J Affect Disord. 2014 Dec;169:170-8. doi: 10.1016/j.jad.2014.08.025.
Bipolar disorder and comorbidity: increased prevalence and increased relevance of comorbidity for hospital-based mortality during a 12.5-year observation period in general hospital admissions.
- 1Department of Psychiatry, University of Bonn, D-53105 Bonn, Germany. Electronic address: email@example.com.
- 2Department of Psychiatry, University of Bonn, D-53105 Bonn, Germany; Department of Psychiatry, Radbourne Unit Royal Derby Hospital, Uttoxeter Road, Derby, United Kingdom.
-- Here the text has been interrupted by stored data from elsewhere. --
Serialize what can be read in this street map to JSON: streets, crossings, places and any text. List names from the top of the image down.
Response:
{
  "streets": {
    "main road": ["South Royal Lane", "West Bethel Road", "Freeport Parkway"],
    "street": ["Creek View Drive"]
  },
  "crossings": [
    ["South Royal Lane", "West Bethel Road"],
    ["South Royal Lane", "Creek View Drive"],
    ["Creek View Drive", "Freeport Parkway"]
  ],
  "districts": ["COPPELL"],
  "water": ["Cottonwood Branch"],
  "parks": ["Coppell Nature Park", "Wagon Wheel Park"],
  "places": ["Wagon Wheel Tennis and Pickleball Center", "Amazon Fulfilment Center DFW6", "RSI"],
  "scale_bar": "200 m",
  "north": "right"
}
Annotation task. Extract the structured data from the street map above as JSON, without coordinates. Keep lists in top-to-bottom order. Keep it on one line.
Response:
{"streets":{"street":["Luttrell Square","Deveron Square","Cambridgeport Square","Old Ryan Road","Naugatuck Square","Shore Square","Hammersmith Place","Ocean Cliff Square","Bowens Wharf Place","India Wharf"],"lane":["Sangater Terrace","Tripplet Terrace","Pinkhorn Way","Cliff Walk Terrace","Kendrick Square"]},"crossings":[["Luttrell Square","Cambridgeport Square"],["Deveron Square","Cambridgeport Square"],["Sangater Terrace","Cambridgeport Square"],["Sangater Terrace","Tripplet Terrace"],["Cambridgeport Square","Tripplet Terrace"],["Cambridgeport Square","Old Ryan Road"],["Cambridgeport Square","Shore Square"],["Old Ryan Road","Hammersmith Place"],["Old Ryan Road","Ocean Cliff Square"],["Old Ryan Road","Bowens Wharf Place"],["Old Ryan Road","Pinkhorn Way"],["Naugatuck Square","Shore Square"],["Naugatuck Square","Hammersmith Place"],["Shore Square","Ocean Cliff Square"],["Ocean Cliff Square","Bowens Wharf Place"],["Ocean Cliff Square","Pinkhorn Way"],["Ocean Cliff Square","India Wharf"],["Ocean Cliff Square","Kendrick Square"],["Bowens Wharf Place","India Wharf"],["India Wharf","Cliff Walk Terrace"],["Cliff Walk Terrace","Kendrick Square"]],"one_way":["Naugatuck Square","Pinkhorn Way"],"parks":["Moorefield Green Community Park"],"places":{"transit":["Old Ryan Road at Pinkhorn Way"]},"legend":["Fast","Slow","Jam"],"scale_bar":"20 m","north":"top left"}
Bipolar disorder (BD) is associated with an increase of psychiatric and physical comorbidities, but the effects of these disorders on general hospital-based mortality are unclear. Consequently, we investigated whether the burden of comorbidity and its relevance on hospital-based mortality differed between individuals with and without BD during a 12.5-year observation period in general hospital admissions.
During 1 January 2000 and 30 June 2012, 621 individuals with BD were admitted to three General Manchester Hospitals. All comorbidities with a prevalence ≥1% were compared with those of 6210 randomly selected and group-matched hospital controls of the same age and gender, regardless of priority of diagnoses. Comorbidities that increased the risk for hospital-based mortality (but not mortality outside of the hospitals) were identified using multivariate logistic regression analyses.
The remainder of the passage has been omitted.